Income Tax Payment – Immix of Withholding and Estimated Tax

Sample imageIncome Tax in United States is ‘Pay-as-you-earn’ or more widely known as PAYE tax. It means tax is supposed to be paid in accordance and receipt of earnings. There are different forms of income tax based upon who is going to receive it, for example, Federal Income Tax and State Income Tax. In a general practice, income tax is paid by two core methods, called as Withholding and Estimated Tax.

Withholding:

The amount of income tax, in part or full, is withheld from salary and cites withholding as an efficient way to collect tax. Initially Withholding Tax is kept by employer, and the amount so withheld, then, is paid to Internal Revenue Service (IRS). The amount so withheld may include Federal Income Tax, Social Security Tax, and Medicare Tax. Withholding Tax can be collected out of salary, wages, pension, annuity, gambling winning, tips, fringe benefits (those taxable), sick pay and few more specified incomes.
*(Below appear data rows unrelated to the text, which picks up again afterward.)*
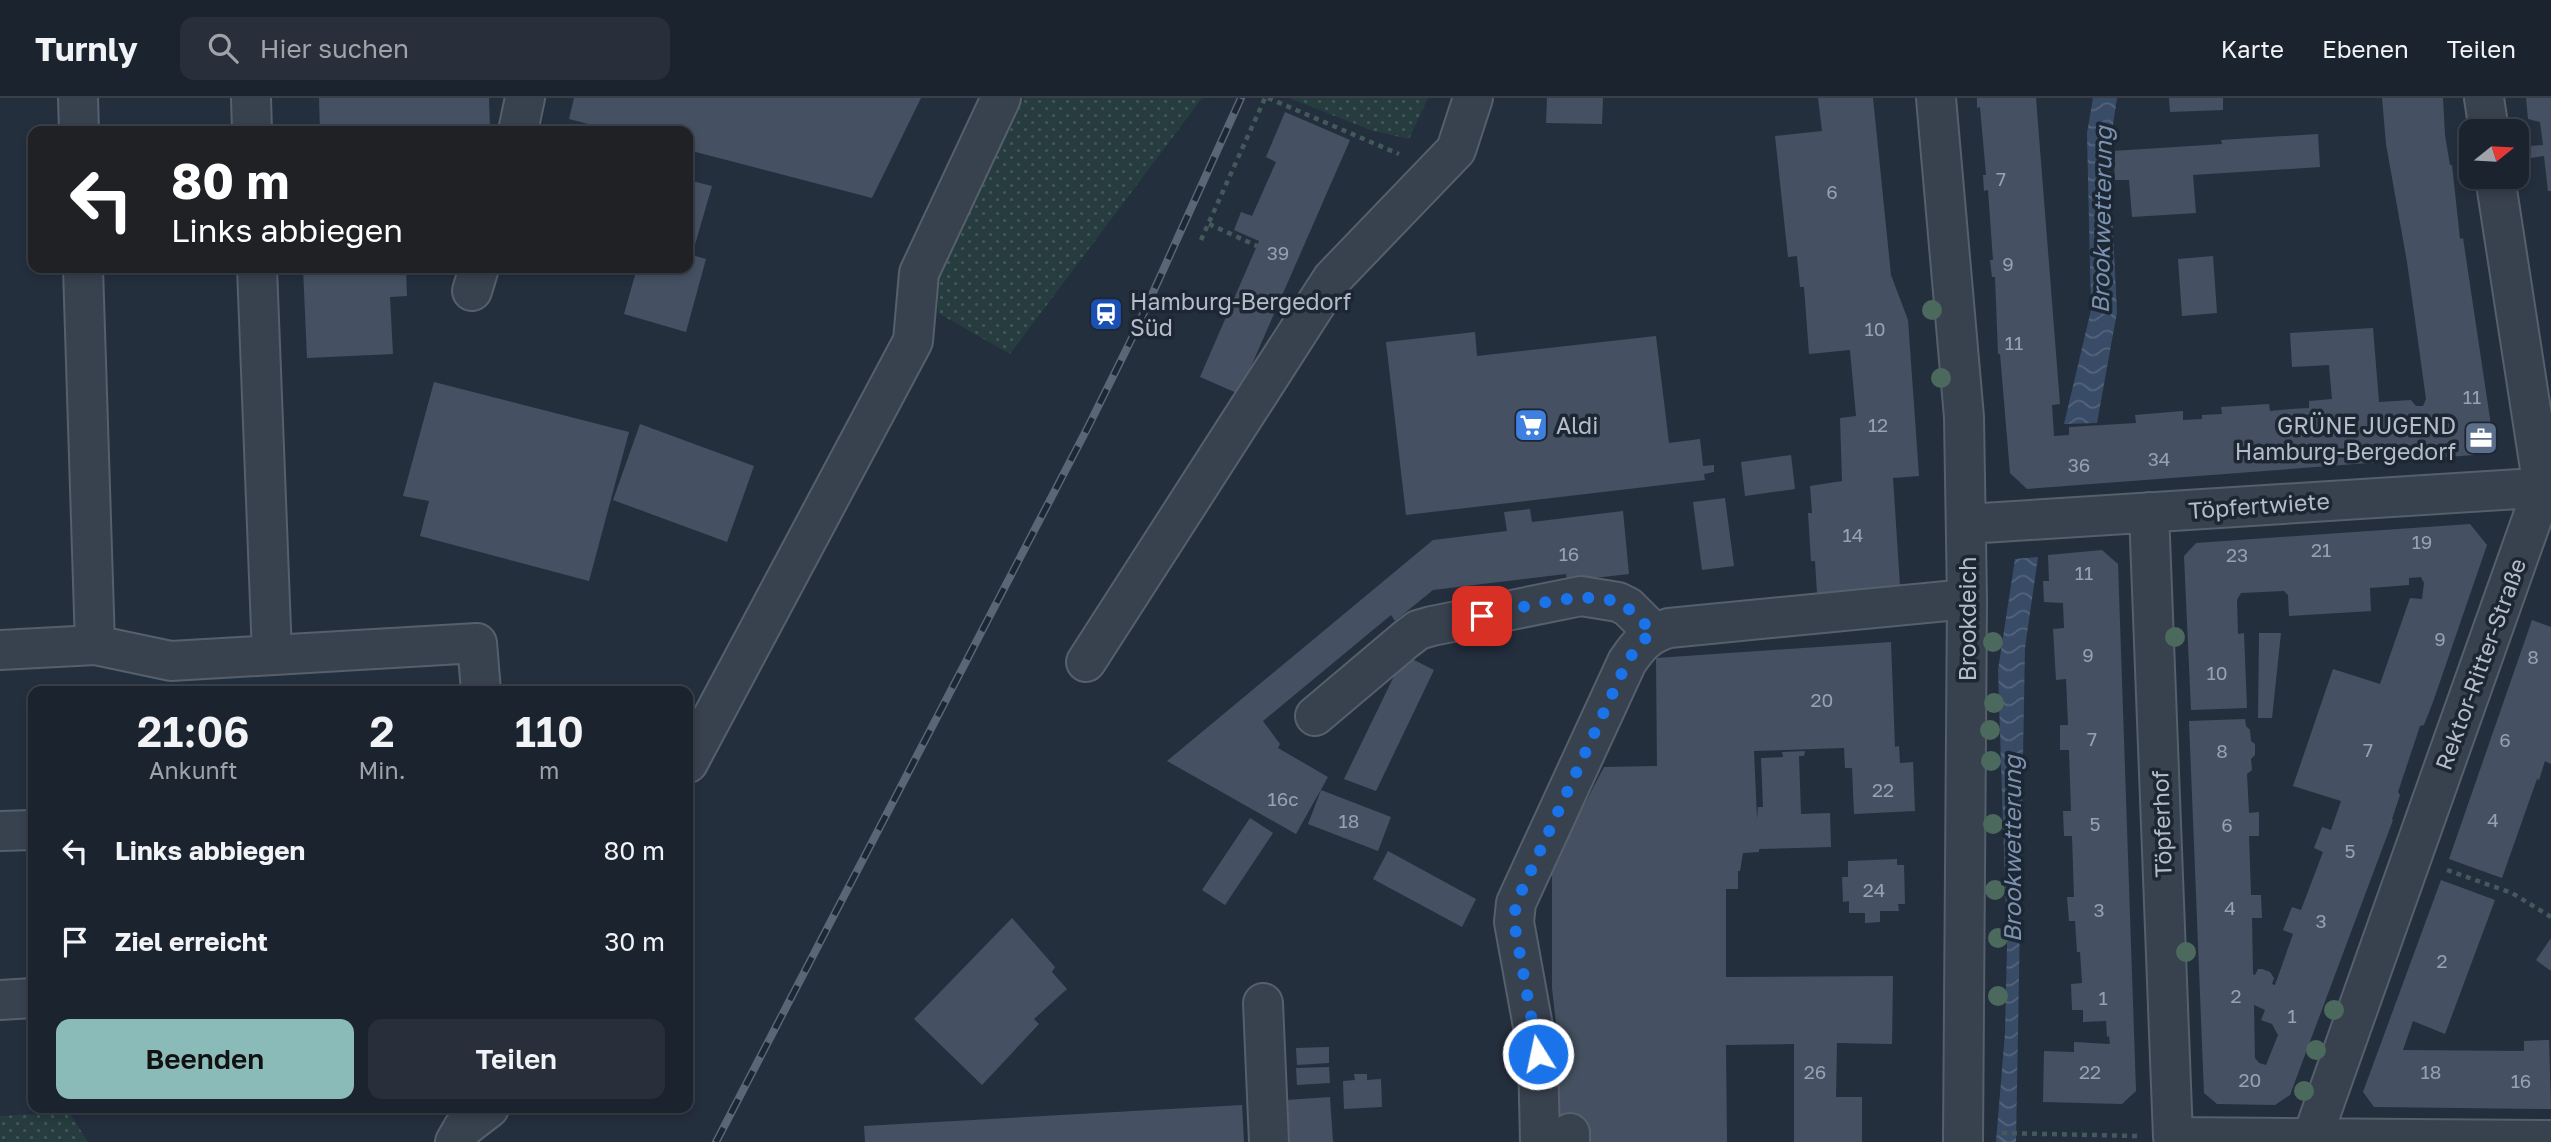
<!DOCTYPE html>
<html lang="de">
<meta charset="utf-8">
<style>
:root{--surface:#1b232e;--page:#282f3a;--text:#f1f3f6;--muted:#a0a4aa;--line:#39404a;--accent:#8bbbb9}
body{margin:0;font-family:"Golos Text",sans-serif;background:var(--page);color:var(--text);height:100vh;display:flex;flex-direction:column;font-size:26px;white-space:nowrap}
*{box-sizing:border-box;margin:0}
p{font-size:23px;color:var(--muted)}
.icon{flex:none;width:38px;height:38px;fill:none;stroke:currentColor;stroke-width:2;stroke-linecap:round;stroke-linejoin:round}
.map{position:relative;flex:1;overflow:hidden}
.drawer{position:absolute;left:28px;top:588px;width:665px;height:427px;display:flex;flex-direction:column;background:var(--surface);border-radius:14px;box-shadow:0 4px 10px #0003,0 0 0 2px var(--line)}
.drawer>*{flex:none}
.guide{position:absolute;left:28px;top:28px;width:665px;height:147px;border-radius:14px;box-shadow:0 4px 10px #0003,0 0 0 2px var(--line);background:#202124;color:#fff;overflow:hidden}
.needle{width:46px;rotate:72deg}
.fabs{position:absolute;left:2459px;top:21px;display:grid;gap:14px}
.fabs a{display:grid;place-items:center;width:70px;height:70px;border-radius:14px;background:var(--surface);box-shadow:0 4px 10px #0003,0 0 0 2px var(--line);font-size:35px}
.pin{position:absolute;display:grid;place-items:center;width:60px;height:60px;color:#fff;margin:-30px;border-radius:14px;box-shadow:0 4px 10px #0006}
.me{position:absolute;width:77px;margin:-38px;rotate:350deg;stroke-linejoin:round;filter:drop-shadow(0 0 5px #0008)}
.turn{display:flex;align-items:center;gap:24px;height:147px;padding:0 28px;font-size:32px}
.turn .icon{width:91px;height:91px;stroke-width:2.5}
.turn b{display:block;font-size:49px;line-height:60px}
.eta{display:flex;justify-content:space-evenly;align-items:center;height:119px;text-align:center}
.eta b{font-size:42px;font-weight:600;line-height:49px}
.button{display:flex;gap:14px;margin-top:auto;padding:14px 28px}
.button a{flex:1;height:80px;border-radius:14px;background:var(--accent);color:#111;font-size:28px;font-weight:600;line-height:80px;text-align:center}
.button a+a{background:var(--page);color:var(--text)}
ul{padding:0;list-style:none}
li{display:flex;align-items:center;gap:21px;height:91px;padding:0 28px}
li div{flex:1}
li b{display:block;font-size:26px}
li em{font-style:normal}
header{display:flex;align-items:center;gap:42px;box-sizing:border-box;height:98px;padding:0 35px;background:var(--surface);border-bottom:2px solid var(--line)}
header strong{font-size:33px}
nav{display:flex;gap:38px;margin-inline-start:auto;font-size:24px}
.search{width:490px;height:63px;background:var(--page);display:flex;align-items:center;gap:18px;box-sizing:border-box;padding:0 24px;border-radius:14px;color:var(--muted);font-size:26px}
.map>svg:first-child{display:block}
</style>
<header>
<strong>Turnly</strong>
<div class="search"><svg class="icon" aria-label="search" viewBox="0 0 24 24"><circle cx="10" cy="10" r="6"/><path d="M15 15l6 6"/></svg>Hier suchen</div>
<nav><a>Karte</a><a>Ebenen</a><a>Teilen</a></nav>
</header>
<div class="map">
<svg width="2551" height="1044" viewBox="0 0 2551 1044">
<defs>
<pattern id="grass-dots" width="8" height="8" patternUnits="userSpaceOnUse" patternTransform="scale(1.75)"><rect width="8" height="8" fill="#263c3f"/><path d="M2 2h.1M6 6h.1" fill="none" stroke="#435659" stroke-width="1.8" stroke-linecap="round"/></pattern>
<pattern id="water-waves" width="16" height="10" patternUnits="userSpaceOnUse" patternTransform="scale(1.75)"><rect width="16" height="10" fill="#394c67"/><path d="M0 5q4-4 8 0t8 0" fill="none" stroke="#53647b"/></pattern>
</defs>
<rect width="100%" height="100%" fill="#242f3e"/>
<path fill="url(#grass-dots)" d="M1024,0H1202L1010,256L938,215L936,175Z
M1289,0H1428L1409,41L1373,33Z
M69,1014L88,1044H0V1018Z"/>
<path fill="url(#water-waves)" d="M2093,0H2117L2109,53L2117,214L2097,325L2064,326L2091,212L2087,35Z
M2038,459L2025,550L2016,1044H1996L2005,935L2007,849L1998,572L2015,461Z"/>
<path fill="#455162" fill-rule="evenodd" d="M319,0H489L490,33H320Z
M574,0H921L872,100L688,52V33H615L569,21Z
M1547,0H1603L1602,26L1546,25Z
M1818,0H1873L1891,177L1908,222L1919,378L1893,380L1900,488L1817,495L1815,463H1811L1808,415H1812L1810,388L1842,383L1840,320L1856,318L1850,252L1809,256L1804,189H1800L1797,158L1788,159L1775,38L1822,33Z
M1977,0H2036L2060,306L2052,307L2054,338L2069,337V329L2136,325L2135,317L2183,313V322L2202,321V317L2222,316L2221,309L2269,306L2270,313L2290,311L2309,310V303L2332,301L2329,267L2292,269L2290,235L2373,230L2379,304L2411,302L2416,308H2423L2426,301L2407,164L2386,46L2382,0H2443L2445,37L2450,67H2452L2460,141L2463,140L2492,334L2474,357L2027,391L2010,375L2000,256H1998L1995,179H1992L1990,162H1993L1988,92L1984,93L1983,77H1986L1980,9L1977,10Z
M2169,0H2223V12L2170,14Z
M2526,0H2551V93H2548L2544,58L2531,60L2526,57V51L2530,48L2543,47L2540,24L2528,21Z
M1285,14L1350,42L1239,296L1200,279L1259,143L1234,132L1241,114L1252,118L1276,64L1266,59Z
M2318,36L2320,69L2193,77L2196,115L2132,119L2129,82H2115L2113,53L2222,46L2221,42Z
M688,82L712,88L692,157L706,161L686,234L624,216L637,170H688Z
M2213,158L2217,215L2182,218L2178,161Z
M303,170H406L407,198L390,199L393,256L307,260Z
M1475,234L1477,258L1656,238L1669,345L1700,341L1703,368L1714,367V374L1704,376L1705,382L1406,417L1386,244Z
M434,284L629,334L589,483L420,438L429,403L403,398Z
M640,326L754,368L727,444L613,402Z
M1791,357L1795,391L1745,398L1741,364Z
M1725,400L1734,468L1702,472L1693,404Z
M1530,411L1532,424L1623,413L1629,476L1567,483L1566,476L1433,492L1395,523L1391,517L1263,623L1280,646L1278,650L1328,679L1296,736L1167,663L1433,442L1507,433L1504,414Z
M2470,426L2487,447L2433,604L2424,627L2420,628L2398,694L2400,697L2392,721L2393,722L2290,997L2275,1007L2217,1006L2204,995L2189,623L2245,621L2246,628L2250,632L2251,643L2255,646V657L2251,661L2252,672L2247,676L2249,715L2259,714V738H2249L2251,797H2261L2262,820H2252L2253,876L2255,877L2258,871H2262L2270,874L2274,880L2272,886L2275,887L2293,836L2283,832L2292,809L2301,812L2323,754L2314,750L2322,729L2331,732L2341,703L2293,688L2333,571L2380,586L2410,500L2422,501L2424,485L2421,479L2409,480V487L2370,490L2371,513L2289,518L2288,497L2284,493L2241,495L2237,502L2238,536L2244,535L2247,610L2191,612L2184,458L2196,445ZM2254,907L2265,912L2261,922L2272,926L2278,937L2266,967L2259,965L2255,960Z
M2102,452L2118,466L2136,993L2122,1006L2043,1004L2044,953L2074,954V944L2110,946L2109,938L2107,939L2106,923L2083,924V912H2072L2071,886L2082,885L2080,854H2077L2075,823H2069L2067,799H2074L2072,738H2064L2063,713H2071L2069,652H2060V627H2068L2066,581L2056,582L2053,531L2064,530L2063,505L2044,504L2043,483H2049L2048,457Z
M2532,522L2551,529V666L2545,663L2539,682L2537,681L2502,780L2449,761Z
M2259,535H2281L2272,620H2258Z
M1891,544L1895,649L1899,648L1900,665L1913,664L1915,713L1854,716L1852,670H1845L1844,650L1754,653L1757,721L1758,709H1763L1761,660L1783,659L1782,654L1805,653L1804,658H1799L1801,716L1830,715L1831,749L1759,751V754L1743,755L1740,773H1738V791H1726V879L1893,878L1892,946L1837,945L1836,999H1862V1044H1794V946L1726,947L1727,1044H1582L1558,1031V944L1552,890V773L1549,774L1604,669L1657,668L1656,560Z
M1412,561L1434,572L1376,693L1344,681L1397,572Z
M1321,692L1391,719L1378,753L1308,726Z
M1250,720L1273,735L1225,807L1202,792Z
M1388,753L1476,801L1462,829L1373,781Z
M1897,761V767H1904L1905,806H1898L1899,813H1880V824L1865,825V815H1849V803L1843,804L1842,779H1848V763Z
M2441,782L2495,802L2445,936L2413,923L2403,952L2524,953V943L2549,942L2551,1011L2374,1009L2363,994Z
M1012,820L1055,869L1052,874L1067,891L1034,921L1039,926L982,987L914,921Z
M2551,840V873L2536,862Z
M1329,949V965L1297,967L1296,950Z
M1329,969L1330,985L1297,987L1296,970Z
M1354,976H1367V982L1381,981L1382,1009L1344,1011L1343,983L1355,982Z
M1330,999L1333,1044H1289L1287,1002Z
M1242,1007L1244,1044H865L864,1028Z"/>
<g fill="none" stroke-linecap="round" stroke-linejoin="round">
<g stroke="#565f6c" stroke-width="42">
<path id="minor" d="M78,0L79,33
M251,0L252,33
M1936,0L1964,319L1967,501L1963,1044
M2484,0L2489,33
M518,33L525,0
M83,170L95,547
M257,170L272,557
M472,193L479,170
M2149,414L2173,1039L2551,1042
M1967,426L2551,389
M0,552L95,547L171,563L477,545L481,593
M1086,564L1332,181L1456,52L1473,0
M1315,618L1405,542L1418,532L1432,528L1581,498L1618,504L1628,509L1653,534
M688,665L913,243L919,175L1001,0
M0,733L33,732
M0,902L33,900
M1263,905L1269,1044
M2312,1040L2543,390L2495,79
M455,1044L463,1030L489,1010
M1540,1044L1538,956L1514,824L1516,805L1627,564C1639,546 1648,536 1669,530L1967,501
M1570,1044V1035"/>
</g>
<path stroke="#44595c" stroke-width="4.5" stroke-dasharray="5 5" stroke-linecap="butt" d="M1268,0L1399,56
M1209,126L1257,148
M1201,142L1265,0
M2447,772L2512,795L2551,819
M2002,1035L2137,1038"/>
<use href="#minor" stroke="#38414e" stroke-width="38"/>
<g stroke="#5a6575" stroke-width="8">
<path id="rail" d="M716,1044L1088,329L1136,232L1241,0"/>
</g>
<use href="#rail" stroke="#1d2633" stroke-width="5" stroke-dasharray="16" stroke-linecap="butt"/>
</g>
<g fill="#4b6a5d">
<circle cx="1932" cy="212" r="10"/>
<circle cx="1941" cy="280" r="10"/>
<circle cx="2175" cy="539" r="10"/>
<circle cx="1993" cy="544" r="10"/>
<circle cx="1994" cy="605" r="10"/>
<circle cx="1990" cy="632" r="10"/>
<circle cx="1991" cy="663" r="10"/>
<circle cx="1993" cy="726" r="10"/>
<circle cx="1995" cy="792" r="10"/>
<circle cx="1998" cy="840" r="10"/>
<circle cx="2186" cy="854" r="10"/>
<circle cx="1998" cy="898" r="10"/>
<circle cx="2334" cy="912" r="10"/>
<circle cx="2316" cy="952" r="10"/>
<circle cx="2304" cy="993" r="10"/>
</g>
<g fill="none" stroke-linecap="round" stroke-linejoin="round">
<path stroke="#1a73e8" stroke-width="12" stroke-dasharray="0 21.6" d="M1482,518C1519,511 1587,489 1621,506C1633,512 1643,525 1653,534L1640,545L1627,564L1516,805L1514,824L1538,956"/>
</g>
<defs>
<g id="station-square" transform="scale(1.75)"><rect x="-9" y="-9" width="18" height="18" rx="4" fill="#1a4fb4" stroke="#1d2633"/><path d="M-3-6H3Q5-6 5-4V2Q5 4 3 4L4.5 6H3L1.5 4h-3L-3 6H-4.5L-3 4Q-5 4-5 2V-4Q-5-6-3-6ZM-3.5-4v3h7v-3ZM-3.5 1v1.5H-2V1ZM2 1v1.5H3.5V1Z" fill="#fff"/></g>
<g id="supermarket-square" transform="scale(1.75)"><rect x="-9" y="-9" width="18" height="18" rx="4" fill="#3f7fe0" stroke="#1d2633"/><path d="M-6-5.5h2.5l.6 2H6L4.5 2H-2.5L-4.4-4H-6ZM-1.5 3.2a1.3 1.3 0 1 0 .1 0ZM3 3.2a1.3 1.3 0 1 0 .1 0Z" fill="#fff"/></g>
<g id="office-square" transform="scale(1.75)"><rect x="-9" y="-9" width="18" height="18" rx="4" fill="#5c6f8a" stroke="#1d2633"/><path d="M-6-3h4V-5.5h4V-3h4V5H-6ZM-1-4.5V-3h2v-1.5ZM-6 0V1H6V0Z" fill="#fff"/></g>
</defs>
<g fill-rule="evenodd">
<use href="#station-square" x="1106" y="216"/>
<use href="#supermarket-square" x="1531" y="327"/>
<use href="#office-square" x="2481" y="340"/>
</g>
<g text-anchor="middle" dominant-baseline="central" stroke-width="7" stroke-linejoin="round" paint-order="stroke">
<g font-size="19" fill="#98a1af">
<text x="2001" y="80">7</text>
<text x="1832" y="93">6</text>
<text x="1278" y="154">39</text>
<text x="2008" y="165">9</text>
<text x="1875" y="230">10</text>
<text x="2014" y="244">11</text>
<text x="2472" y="298">11</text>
<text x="1878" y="326">12</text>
<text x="2159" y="360">34</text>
<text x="2079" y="366">36</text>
<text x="1853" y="436">14</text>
<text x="2422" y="443">19</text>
<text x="2321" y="451">21</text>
<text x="1569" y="455">16</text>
<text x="2237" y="456">23</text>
<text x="2084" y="474">11</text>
<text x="2440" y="540">9</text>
<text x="2088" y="556">9</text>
<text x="2533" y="558">8</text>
<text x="2217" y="574">10</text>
<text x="1822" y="601">20</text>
<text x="2092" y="640">7</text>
<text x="2505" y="641">6</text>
<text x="2368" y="651">7</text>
<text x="2222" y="652">8</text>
<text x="1883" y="691">22</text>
<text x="1283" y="700">16c</text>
<text x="2493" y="721">4</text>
<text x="1349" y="722">18</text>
<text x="2095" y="725">5</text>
<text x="2227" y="726">6</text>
<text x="2350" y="752">5</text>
<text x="1874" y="791">24</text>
<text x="2230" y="809">4</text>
<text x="2099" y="811">3</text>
<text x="2321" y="822">3</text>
<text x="2442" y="862">2</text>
<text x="2236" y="897">2</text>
<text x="2103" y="899">1</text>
<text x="2292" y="917">1</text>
<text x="1815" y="973">26</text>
<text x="2090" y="973">22</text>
<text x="2431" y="973">18</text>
<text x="2250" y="981">20</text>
<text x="2521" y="982">16</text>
</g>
<g font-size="23" fill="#b4bcc9" stroke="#1d2633" text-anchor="start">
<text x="1130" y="203">Hamburg-Bergedorf<tspan x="1130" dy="26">Süd</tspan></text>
<text x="1556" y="327">Aldi</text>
<text x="2456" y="327" text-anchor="end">GRÜNE JUGEND<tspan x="2456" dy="26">Hamburg-Bergedorf</tspan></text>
</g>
<g font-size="23" fill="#b4bcc9" stroke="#1d2633">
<text transform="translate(2259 407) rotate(-4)">Töpfertwiete</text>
<text transform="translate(1967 521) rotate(-90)">Brookdeich</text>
<text transform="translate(2480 566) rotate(-70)">Rektor-Ritter-Straße</text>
<text transform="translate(2161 726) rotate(-92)">Töpferhof</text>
</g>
<g font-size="24" font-style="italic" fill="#7c92b1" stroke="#1d2633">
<text transform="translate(2101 122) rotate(-89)">Brookwetterung</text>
<text transform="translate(2011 751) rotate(-90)">Brookwetterung</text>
</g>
</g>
</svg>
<div class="fabs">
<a><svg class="needle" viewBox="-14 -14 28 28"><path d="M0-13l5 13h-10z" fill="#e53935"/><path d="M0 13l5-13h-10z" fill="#a0a4aa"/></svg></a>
</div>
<div class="pin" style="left:1482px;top:518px;background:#d93025"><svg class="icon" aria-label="arrive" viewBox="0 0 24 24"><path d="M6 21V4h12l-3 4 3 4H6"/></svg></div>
<svg class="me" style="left:1538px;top:956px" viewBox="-20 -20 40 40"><circle r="17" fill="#1a73e8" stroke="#fff" stroke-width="3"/><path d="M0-11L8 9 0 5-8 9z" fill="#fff"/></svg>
<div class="guide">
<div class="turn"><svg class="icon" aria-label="left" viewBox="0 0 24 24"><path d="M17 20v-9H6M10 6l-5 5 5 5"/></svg><div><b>80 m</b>Links abbiegen</div></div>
</div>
<section class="drawer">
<div class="eta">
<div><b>21:06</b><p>Ankunft</p></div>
<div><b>2</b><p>Min.</p></div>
<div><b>110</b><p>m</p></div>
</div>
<ul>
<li><svg class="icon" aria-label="left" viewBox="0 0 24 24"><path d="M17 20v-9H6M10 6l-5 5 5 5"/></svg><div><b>Links abbiegen</b></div><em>80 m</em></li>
<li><svg class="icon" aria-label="arrive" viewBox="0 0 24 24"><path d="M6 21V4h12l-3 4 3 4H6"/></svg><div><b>Ziel erreicht</b></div><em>30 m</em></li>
</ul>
<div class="button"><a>Beenden</a><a>Teilen</a></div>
</section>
</div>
Now the question may strike that what determines the amount accounting withholding tax? There are quite a few factors which can be pointed out, like earnings, withholding allowances (if any) and sometimes, even employee desires to increase such amount. With the help of form W-4 filled by an employee, employer figures out the amount of withholding. W-4 contains the information, furnished by employee, on account of rate of withholding (whether single or lower married rate), willingness to keep extra amount as withholding, allowances and exemptions claimed thereon.

Estimated Tax:

A salaried person may have other incomes than salary like, interest on deposits, dividend on securities, rent, and capital gains. In such circumstances amount withheld by employer will not match the tax liabilities or a self-employed person doesn’t even come on the screen of withholding tax. In such cases the amount of tax on income (not subject to withholding) is to be paid and called as Estimated Tax. It can be paid electronically or through checks or money order. A couple can make joint or separate estimated tax payment (as the case may be). In order to figure out estimated tax considering taxable income, deductions and credits is admirable.

The due dates for payment of estimated tax are April 15, June 15, September 15, and January 15 for income fetched during January 1 to March 31, April 1 to May 31, June 1to August 31, September 1 to December 31 respectively.

Income Tax is thus the combination of Withholding and Estimated Tax. The preposition ‘pay-as-you-earn’ makes United States’ taxation structure much proficient.